AIM OF THE TASK » Repeat the material exactly, leaving no line out.

DATA PROVIDED »
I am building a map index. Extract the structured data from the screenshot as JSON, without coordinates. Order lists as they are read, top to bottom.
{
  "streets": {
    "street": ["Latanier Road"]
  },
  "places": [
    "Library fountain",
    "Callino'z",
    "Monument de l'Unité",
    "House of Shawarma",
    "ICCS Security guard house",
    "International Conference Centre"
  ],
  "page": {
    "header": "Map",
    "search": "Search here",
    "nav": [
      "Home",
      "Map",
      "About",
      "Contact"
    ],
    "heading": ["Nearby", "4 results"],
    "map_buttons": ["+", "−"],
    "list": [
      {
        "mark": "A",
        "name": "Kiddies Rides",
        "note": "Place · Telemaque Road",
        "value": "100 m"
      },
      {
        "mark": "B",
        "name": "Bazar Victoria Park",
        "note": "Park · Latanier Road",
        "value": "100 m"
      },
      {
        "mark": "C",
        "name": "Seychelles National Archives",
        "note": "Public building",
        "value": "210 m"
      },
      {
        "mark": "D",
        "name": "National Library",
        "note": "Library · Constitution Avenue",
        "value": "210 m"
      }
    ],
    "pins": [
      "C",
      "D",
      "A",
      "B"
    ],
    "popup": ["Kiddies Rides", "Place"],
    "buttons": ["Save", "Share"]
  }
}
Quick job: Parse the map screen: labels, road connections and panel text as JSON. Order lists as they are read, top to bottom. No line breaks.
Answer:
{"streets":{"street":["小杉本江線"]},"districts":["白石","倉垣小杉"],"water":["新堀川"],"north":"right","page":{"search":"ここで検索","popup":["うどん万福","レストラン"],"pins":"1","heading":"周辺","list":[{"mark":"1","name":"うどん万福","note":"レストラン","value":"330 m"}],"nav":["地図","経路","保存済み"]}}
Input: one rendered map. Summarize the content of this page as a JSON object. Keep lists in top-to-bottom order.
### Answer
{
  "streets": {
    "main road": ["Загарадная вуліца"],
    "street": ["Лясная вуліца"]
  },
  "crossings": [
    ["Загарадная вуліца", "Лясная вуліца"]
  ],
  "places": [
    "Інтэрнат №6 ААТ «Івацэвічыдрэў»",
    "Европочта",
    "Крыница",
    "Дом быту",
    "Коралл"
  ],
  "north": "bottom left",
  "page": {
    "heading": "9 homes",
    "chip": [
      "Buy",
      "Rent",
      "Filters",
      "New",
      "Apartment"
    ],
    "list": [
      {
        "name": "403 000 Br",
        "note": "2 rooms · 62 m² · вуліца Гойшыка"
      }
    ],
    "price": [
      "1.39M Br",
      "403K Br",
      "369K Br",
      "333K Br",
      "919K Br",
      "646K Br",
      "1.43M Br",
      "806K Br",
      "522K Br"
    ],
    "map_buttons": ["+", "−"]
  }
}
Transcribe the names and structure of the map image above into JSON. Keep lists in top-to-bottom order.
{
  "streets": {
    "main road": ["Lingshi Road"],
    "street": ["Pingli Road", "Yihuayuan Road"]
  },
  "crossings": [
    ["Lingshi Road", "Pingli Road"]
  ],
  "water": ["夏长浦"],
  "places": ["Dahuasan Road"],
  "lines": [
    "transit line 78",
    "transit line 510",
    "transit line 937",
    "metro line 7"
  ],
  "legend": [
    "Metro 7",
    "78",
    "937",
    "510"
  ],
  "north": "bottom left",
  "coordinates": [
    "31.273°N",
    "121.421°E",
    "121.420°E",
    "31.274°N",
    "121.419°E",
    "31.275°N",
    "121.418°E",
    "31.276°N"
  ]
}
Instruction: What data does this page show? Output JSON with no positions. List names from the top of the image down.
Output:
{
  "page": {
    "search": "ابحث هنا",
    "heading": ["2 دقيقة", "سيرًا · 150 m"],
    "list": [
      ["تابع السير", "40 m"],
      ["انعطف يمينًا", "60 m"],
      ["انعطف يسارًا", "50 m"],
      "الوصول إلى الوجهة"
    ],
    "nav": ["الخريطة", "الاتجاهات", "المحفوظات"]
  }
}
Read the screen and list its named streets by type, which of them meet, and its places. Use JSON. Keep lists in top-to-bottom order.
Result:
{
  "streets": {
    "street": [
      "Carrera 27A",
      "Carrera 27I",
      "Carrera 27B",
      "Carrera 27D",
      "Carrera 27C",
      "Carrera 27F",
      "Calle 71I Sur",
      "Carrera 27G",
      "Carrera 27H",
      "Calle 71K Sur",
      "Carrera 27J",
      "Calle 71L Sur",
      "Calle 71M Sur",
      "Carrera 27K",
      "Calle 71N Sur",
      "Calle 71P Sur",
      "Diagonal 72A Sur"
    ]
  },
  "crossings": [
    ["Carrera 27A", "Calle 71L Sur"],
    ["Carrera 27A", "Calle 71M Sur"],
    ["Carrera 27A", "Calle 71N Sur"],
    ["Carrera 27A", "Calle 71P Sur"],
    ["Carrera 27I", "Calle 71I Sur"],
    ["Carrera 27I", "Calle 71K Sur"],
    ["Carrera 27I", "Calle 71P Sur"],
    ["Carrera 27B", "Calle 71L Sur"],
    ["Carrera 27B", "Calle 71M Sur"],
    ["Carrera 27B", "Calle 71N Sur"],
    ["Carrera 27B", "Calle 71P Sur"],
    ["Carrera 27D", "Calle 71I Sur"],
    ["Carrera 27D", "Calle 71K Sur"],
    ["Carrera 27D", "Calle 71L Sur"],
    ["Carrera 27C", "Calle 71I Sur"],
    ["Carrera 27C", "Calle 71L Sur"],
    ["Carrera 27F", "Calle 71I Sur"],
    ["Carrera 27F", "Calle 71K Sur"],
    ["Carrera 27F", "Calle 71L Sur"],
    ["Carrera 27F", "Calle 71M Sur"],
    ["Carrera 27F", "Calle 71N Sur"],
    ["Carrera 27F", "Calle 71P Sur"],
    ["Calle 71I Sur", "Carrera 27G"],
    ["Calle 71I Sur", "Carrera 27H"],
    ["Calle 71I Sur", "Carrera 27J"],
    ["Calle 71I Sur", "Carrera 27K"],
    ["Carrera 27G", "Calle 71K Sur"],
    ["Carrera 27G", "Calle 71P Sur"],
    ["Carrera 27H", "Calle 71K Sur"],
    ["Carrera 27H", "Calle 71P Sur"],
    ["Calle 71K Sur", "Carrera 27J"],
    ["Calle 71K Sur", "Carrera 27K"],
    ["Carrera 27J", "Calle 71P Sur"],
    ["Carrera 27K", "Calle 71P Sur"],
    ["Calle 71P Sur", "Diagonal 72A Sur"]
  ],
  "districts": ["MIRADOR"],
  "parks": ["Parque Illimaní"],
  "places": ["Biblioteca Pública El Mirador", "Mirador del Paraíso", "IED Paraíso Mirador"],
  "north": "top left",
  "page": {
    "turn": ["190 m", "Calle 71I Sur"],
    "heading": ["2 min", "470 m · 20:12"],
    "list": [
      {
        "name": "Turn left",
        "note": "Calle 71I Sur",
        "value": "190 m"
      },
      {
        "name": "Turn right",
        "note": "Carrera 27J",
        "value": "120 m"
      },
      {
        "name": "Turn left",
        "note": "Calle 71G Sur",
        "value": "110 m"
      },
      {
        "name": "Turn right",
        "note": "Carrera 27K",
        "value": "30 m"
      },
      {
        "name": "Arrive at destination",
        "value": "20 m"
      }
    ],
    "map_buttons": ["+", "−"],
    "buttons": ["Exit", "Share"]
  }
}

RESULT BELOW »
I am building a map index. Extract the structured data from the screenshot as JSON, without coordinates. Order lists as they are read, top to bottom.
{
  "streets": {
    "street": ["Latanier Road"]
  },
  "places": [
    "Library fountain",
    "Callino'z",
    "Monument de l'Unité",
    "House of Shawarma",
    "ICCS Security guard house",
    "International Conference Centre"
  ],
  "page": {
    "header": "Map",
    "search": "Search here",
    "nav": [
      "Home",
      "Map",
      "About",
      "Contact"
    ],
    "heading": ["Nearby", "4 results"],
    "map_buttons": ["+", "−"],
    "list": [
      {
        "mark": "A",
        "name": "Kiddies Rides",
        "note": "Place · Telemaque Road",
        "value": "100 m"
      },
      {
        "mark": "B",
        "name": "Bazar Victoria Park",
        "note": "Park · Latanier Road",
        "value": "100 m"
      },
      {
        "mark": "C",
        "name": "Seychelles National Archives",
        "note": "Public building",
        "value": "210 m"
      },
      {
        "mark": "D",
        "name": "National Library",
        "note": "Library · Constitution Avenue",
        "value": "210 m"
      }
    ],
    "pins": [
      "C",
      "D",
      "A",
      "B"
    ],
    "popup": ["Kiddies Rides", "Place"],
    "buttons": ["Save", "Share"]
  }
}
Quick job: Parse the map screen: labels, road connections and panel text as JSON. Order lists as they are read, top to bottom. No line breaks.
Answer:
{"streets":{"street":["小杉本江線"]},"districts":["白石","倉垣小杉"],"water":["新堀川"],"north":"right","page":{"search":"ここで検索","popup":["うどん万福","レストラン"],"pins":"1","heading":"周辺","list":[{"mark":"1","name":"うどん万福","note":"レストラン","value":"330 m"}],"nav":["地図","経路","保存済み"]}}
Input: one rendered map. Summarize the content of this page as a JSON object. Keep lists in top-to-bottom order.
### Answer
{
  "streets": {
    "main road": ["Загарадная вуліца"],
    "street": ["Лясная вуліца"]
  },
  "crossings": [
    ["Загарадная вуліца", "Лясная вуліца"]
  ],
  "places": [
    "Інтэрнат №6 ААТ «Івацэвічыдрэў»",
    "Европочта",
    "Крыница",
    "Дом быту",
    "Коралл"
  ],
  "north": "bottom left",
  "page": {
    "heading": "9 homes",
    "chip": [
      "Buy",
      "Rent",
      "Filters",
      "New",
      "Apartment"
    ],
    "list": [
      {
        "name": "403 000 Br",
        "note": "2 rooms · 62 m² · вуліца Гойшыка"
      }
    ],
    "price": [
      "1.39M Br",
      "403K Br",
      "369K Br",
      "333K Br",
      "919K Br",
      "646K Br",
      "1.43M Br",
      "806K Br",
      "522K Br"
    ],
    "map_buttons": ["+", "−"]
  }
}
Transcribe the names and structure of the map image above into JSON. Keep lists in top-to-bottom order.
{
  "streets": {
    "main road": ["Lingshi Road"],
    "street": ["Pingli Road", "Yihuayuan Road"]
  },
  "crossings": [
    ["Lingshi Road", "Pingli Road"]
  ],
  "water": ["夏长浦"],
  "places": ["Dahuasan Road"],
  "lines": [
    "transit line 78",
    "transit line 510",
    "transit line 937",
    "metro line 7"
  ],
  "legend": [
    "Metro 7",
    "78",
    "937",
    "510"
  ],
  "north": "bottom left",
  "coordinates": [
    "31.273°N",
    "121.421°E",
    "121.420°E",
    "31.274°N",
    "121.419°E",
    "31.275°N",
    "121.418°E",
    "31.276°N"
  ]
}
Instruction: What data does this page show? Output JSON with no positions. List names from the top of the image down.
Output:
{
  "page": {
    "search": "ابحث هنا",
    "heading": ["2 دقيقة", "سيرًا · 150 m"],
    "list": [
      ["تابع السير", "40 m"],
      ["انعطف يمينًا", "60 m"],
      ["انعطف يسارًا", "50 m"],
      "الوصول إلى الوجهة"
    ],
    "nav": ["الخريطة", "الاتجاهات", "المحفوظات"]
  }
}
Read the screen and list its named streets by type, which of them meet, and its places. Use JSON. Keep lists in top-to-bottom order.
Result:
{
  "streets": {
    "street": [
      "Carrera 27A",
      "Carrera 27I",
      "Carrera 27B",
      "Carrera 27D",
      "Carrera 27C",
      "Carrera 27F",
      "Calle 71I Sur",
      "Carrera 27G",
      "Carrera 27H",
      "Calle 71K Sur",
      "Carrera 27J",
      "Calle 71L Sur",
      "Calle 71M Sur",
      "Carrera 27K",
      "Calle 71N Sur",
      "Calle 71P Sur",
      "Diagonal 72A Sur"
    ]
  },
  "crossings": [
    ["Carrera 27A", "Calle 71L Sur"],
    ["Carrera 27A", "Calle 71M Sur"],
    ["Carrera 27A", "Calle 71N Sur"],
    ["Carrera 27A", "Calle 71P Sur"],
    ["Carrera 27I", "Calle 71I Sur"],
    ["Carrera 27I", "Calle 71K Sur"],
    ["Carrera 27I", "Calle 71P Sur"],
    ["Carrera 27B", "Calle 71L Sur"],
    ["Carrera 27B", "Calle 71M Sur"],
    ["Carrera 27B", "Calle 71N Sur"],
    ["Carrera 27B", "Calle 71P Sur"],
    ["Carrera 27D", "Calle 71I Sur"],
    ["Carrera 27D", "Calle 71K Sur"],
    ["Carrera 27D", "Calle 71L Sur"],
    ["Carrera 27C", "Calle 71I Sur"],
    ["Carrera 27C", "Calle 71L Sur"],
    ["Carrera 27F", "Calle 71I Sur"],
    ["Carrera 27F", "Calle 71K Sur"],
    ["Carrera 27F", "Calle 71L Sur"],
    ["Carrera 27F", "Calle 71M Sur"],
    ["Carrera 27F", "Calle 71N Sur"],
    ["Carrera 27F", "Calle 71P Sur"],
    ["Calle 71I Sur", "Carrera 27G"],
    ["Calle 71I Sur", "Carrera 27H"],
    ["Calle 71I Sur", "Carrera 27J"],
    ["Calle 71I Sur", "Carrera 27K"],
    ["Carrera 27G", "Calle 71K Sur"],
    ["Carrera 27G", "Calle 71P Sur"],
    ["Carrera 27H", "Calle 71K Sur"],
    ["Carrera 27H", "Calle 71P Sur"],
    ["Calle 71K Sur", "Carrera 27J"],
    ["Calle 71K Sur", "Carrera 27K"],
    ["Carrera 27J", "Calle 71P Sur"],
    ["Carrera 27K", "Calle 71P Sur"],
    ["Calle 71P Sur", "Diagonal 72A Sur"]
  ],
  "districts": ["MIRADOR"],
  "parks": ["Parque Illimaní"],
  "places": ["Biblioteca Pública El Mirador", "Mirador del Paraíso", "IED Paraíso Mirador"],
  "north": "top left",
  "page": {
    "turn": ["190 m", "Calle 71I Sur"],
    "heading": ["2 min", "470 m · 20:12"],
    "list": [
      {
        "name": "Turn left",
        "note": "Calle 71I Sur",
        "value": "190 m"
      },
      {
        "name": "Turn right",
        "note": "Carrera 27J",
        "value": "120 m"
      },
      {
        "name": "Turn left",
        "note": "Calle 71G Sur",
        "value": "110 m"
      },
      {
        "name": "Turn right",
        "note": "Carrera 27K",
        "value": "30 m"
      },
      {
        "name": "Arrive at destination",
        "value": "20 m"
      }
    ],
    "map_buttons": ["+", "−"],
    "buttons": ["Exit", "Share"]
  }
}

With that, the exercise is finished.